TASK BRIEF —
Whenever a line of the entries below holds the string "rows", copy that line and return it.

MATERIAL PROVIDED —
•••••

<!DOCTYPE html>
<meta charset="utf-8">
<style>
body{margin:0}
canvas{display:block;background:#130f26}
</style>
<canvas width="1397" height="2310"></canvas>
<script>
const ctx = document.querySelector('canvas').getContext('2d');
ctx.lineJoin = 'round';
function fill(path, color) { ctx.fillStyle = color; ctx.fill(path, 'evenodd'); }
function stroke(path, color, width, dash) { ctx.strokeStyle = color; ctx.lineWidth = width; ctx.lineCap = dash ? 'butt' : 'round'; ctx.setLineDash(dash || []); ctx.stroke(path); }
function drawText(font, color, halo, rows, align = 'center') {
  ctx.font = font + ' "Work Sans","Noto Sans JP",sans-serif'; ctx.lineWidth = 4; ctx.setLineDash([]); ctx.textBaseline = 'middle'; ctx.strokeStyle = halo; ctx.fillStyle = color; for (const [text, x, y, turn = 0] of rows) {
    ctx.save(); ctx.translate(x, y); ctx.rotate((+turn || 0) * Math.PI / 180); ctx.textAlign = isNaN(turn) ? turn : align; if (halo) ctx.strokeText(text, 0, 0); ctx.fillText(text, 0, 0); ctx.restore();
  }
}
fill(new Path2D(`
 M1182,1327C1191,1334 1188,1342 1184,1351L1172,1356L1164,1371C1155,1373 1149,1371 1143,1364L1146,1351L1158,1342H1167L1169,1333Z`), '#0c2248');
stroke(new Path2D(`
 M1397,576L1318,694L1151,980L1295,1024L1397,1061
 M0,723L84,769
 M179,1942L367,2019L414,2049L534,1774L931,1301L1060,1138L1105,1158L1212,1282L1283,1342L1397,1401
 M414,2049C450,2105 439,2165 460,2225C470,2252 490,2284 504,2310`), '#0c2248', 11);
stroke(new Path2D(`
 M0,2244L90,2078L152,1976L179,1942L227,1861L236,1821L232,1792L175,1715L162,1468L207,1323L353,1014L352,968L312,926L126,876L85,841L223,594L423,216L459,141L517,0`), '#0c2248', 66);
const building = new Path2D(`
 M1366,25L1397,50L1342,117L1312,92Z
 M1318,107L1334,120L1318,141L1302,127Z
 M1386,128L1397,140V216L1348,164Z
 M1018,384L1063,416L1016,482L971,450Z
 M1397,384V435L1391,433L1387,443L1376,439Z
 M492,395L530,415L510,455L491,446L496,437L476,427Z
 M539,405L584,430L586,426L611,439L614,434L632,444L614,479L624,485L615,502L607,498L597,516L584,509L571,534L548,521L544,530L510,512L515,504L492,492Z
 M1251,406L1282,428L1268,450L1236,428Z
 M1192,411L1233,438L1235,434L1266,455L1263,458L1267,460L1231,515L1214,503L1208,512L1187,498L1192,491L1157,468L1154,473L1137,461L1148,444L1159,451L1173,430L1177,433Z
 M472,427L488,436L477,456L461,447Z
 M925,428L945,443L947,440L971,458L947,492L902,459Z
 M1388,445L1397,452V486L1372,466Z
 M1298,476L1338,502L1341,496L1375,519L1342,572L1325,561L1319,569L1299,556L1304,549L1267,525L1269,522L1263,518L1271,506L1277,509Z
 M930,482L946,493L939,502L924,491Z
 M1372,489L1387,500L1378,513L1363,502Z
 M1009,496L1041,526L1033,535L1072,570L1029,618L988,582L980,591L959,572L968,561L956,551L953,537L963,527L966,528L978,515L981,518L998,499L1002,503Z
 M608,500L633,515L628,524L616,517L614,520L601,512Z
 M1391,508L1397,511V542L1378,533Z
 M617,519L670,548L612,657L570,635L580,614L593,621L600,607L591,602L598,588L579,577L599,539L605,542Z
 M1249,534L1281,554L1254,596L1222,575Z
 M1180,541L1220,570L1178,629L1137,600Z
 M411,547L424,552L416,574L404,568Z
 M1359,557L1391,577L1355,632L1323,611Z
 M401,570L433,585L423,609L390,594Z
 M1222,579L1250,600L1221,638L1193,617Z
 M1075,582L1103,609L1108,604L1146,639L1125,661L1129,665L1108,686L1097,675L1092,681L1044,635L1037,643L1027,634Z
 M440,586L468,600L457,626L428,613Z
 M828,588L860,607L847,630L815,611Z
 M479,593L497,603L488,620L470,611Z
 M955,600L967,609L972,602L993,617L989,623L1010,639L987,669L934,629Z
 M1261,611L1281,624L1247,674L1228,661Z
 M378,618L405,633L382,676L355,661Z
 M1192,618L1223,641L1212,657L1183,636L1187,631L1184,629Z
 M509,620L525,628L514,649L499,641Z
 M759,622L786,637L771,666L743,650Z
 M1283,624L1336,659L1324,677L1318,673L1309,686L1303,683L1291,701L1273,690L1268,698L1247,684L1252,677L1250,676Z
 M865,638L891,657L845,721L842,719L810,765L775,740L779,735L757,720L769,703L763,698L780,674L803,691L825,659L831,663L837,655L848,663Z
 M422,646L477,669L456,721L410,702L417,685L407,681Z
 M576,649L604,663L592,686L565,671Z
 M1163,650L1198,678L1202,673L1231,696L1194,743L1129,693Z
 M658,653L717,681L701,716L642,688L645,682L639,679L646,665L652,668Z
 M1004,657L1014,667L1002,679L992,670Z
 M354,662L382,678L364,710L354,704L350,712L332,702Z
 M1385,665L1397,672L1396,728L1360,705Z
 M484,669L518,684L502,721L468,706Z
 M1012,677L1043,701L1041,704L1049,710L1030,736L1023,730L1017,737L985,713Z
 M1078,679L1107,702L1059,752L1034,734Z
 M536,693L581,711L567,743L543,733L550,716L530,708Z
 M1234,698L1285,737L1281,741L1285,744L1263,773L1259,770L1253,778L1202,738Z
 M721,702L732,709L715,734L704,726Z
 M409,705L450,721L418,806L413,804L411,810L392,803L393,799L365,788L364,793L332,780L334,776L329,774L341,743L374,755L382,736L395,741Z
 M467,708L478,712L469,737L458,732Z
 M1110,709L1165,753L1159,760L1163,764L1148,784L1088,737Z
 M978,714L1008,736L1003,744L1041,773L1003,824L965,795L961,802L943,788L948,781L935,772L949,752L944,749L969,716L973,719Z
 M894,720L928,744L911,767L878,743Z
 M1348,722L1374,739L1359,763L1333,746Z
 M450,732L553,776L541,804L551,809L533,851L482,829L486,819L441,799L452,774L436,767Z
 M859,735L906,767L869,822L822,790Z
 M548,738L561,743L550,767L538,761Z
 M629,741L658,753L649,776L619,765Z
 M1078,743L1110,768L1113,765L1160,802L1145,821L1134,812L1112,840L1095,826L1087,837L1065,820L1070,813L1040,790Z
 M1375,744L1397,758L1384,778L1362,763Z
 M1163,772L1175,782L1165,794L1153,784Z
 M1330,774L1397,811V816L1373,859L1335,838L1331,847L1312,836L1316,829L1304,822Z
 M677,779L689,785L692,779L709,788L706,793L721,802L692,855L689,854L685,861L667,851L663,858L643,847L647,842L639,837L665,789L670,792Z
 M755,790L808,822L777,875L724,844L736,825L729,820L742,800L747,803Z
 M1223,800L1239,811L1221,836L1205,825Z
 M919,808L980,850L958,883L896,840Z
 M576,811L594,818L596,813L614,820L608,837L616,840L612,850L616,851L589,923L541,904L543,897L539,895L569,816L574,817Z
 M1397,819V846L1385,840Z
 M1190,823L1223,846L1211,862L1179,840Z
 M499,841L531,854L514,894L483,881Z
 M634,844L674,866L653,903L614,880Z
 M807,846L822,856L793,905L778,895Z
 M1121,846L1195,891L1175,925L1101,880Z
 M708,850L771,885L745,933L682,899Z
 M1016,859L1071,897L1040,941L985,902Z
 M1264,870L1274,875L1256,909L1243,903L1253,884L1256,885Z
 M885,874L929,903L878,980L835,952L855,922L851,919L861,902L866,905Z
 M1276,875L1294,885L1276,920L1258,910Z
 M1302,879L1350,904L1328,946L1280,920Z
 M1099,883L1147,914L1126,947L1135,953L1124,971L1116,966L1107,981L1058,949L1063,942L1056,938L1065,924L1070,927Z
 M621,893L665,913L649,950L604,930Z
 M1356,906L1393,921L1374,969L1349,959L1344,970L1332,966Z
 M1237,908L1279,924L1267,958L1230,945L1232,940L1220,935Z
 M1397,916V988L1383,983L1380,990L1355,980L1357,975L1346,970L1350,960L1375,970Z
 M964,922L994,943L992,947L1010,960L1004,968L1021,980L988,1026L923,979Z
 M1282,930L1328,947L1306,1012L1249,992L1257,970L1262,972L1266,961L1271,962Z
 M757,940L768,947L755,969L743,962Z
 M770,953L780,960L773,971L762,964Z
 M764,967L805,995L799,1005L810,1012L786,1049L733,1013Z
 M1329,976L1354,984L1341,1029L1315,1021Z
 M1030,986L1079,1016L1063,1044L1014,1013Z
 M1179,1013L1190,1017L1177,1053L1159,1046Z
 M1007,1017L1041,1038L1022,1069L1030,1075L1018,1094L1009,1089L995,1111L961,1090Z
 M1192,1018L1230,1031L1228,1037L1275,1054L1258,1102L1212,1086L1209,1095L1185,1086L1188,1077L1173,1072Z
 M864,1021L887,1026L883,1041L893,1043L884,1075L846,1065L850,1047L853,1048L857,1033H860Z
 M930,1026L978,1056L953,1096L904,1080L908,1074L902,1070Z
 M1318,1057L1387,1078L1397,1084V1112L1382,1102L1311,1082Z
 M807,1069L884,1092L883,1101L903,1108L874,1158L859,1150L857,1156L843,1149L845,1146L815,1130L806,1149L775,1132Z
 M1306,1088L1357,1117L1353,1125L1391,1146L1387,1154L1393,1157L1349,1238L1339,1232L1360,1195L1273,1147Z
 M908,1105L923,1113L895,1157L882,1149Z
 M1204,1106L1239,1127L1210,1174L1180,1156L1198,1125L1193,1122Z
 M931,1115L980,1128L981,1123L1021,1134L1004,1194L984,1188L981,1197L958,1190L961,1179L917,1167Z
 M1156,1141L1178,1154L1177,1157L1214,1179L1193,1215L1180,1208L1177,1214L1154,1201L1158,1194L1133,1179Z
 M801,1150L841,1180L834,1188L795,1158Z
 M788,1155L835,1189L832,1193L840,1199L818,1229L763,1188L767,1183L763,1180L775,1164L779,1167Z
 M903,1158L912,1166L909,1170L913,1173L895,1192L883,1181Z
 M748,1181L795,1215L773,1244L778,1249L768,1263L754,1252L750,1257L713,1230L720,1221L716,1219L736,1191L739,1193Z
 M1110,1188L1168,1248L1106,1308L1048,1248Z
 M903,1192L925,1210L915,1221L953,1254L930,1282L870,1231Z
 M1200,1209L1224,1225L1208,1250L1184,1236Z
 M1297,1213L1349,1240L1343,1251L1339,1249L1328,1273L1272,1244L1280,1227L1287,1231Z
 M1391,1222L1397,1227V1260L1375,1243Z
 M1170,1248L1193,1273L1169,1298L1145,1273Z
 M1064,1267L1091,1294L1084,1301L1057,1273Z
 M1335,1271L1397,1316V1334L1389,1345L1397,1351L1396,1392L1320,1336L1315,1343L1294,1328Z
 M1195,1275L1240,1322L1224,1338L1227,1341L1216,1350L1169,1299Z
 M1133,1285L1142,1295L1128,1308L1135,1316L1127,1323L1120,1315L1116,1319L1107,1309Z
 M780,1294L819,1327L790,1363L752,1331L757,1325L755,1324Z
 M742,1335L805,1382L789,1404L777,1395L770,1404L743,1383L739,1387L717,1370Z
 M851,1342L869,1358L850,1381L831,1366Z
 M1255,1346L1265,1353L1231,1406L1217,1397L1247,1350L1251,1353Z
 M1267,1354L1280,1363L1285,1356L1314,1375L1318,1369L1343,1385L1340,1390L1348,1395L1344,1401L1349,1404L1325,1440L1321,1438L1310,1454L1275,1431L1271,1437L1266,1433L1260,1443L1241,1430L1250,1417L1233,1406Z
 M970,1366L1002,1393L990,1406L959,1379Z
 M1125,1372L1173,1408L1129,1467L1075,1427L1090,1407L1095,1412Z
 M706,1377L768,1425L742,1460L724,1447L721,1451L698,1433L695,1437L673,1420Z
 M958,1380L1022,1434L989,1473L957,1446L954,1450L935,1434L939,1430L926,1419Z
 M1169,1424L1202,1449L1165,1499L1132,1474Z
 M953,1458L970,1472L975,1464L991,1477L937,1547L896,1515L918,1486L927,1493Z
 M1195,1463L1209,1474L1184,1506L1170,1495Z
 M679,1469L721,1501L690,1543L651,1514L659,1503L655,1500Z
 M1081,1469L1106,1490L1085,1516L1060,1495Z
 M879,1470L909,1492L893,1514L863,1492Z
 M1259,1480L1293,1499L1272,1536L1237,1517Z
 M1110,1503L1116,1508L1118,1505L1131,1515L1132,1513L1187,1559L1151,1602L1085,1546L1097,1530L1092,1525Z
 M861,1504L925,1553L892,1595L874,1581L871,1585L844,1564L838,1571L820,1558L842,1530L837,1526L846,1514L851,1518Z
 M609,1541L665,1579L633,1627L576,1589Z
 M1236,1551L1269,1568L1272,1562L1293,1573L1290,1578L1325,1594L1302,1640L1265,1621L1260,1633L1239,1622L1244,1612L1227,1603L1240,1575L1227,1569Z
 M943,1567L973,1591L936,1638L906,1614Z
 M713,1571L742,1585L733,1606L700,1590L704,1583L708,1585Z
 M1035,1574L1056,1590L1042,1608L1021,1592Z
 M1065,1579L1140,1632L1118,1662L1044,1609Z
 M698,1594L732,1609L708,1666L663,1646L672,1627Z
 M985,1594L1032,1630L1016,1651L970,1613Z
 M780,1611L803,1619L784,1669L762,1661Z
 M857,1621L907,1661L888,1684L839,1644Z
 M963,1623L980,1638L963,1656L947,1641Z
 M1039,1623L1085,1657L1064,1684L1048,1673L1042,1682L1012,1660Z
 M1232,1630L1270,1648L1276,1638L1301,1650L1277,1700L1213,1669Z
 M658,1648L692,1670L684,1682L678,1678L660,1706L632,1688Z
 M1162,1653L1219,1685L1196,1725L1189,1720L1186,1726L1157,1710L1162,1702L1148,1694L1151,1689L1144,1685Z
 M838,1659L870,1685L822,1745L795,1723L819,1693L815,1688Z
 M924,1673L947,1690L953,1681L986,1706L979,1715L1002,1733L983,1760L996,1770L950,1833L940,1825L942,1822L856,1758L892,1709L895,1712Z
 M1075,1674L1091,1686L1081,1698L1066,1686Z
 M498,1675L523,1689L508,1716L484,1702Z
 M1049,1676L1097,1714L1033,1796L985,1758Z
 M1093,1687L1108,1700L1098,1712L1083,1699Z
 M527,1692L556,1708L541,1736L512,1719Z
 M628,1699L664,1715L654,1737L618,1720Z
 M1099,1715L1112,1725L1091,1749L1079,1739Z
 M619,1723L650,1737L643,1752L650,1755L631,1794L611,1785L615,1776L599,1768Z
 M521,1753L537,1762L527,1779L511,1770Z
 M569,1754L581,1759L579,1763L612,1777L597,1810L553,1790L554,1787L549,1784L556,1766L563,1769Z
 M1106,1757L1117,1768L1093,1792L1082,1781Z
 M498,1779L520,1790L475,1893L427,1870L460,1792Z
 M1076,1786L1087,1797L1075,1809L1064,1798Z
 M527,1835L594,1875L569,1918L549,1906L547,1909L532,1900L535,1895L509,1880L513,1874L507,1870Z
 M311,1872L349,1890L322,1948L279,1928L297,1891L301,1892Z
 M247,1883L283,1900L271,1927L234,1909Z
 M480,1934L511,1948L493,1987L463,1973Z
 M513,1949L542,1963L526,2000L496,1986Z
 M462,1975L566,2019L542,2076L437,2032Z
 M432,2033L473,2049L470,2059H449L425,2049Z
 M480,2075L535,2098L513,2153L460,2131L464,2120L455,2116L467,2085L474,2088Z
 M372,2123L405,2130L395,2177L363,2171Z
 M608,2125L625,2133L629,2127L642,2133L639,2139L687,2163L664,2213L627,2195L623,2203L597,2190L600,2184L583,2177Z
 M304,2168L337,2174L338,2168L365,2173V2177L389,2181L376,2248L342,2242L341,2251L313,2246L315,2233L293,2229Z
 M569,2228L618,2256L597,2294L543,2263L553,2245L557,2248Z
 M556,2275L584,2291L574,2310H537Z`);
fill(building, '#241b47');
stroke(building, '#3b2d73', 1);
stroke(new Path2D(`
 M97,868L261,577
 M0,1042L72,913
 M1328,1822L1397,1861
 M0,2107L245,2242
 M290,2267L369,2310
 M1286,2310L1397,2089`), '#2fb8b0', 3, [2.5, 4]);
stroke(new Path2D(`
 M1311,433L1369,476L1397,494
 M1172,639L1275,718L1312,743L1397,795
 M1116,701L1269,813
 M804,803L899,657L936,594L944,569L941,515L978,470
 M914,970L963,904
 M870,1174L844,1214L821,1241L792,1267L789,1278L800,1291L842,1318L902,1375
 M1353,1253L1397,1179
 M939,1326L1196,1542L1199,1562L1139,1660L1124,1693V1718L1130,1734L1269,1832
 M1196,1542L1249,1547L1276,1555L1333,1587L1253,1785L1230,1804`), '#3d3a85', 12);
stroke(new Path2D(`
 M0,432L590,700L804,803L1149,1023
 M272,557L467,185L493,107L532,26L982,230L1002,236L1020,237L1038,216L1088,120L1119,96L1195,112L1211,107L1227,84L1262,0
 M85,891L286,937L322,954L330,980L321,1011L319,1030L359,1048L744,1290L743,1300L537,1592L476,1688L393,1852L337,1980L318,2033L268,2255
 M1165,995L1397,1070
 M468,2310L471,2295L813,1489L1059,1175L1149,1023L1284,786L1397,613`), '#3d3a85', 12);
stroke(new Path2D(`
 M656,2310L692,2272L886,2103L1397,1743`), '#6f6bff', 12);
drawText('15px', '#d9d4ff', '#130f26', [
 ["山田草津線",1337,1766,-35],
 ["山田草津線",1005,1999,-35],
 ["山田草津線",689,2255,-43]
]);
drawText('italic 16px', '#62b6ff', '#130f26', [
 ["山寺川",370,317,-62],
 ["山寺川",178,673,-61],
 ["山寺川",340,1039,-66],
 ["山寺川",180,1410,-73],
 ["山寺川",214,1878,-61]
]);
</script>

•••••

TASK SOLUTION —
function drawText(font, color, halo, rows, align = 'center') {
  ctx.font = font + ' "Work Sans","Noto Sans JP",sans-serif'; ctx.lineWidth = 4; ctx.setLineDash([]); ctx.textBaseline = 'middle'; ctx.strokeStyle = halo; ctx.fillStyle = color; for (const [text, x, y, turn = 0] of rows) {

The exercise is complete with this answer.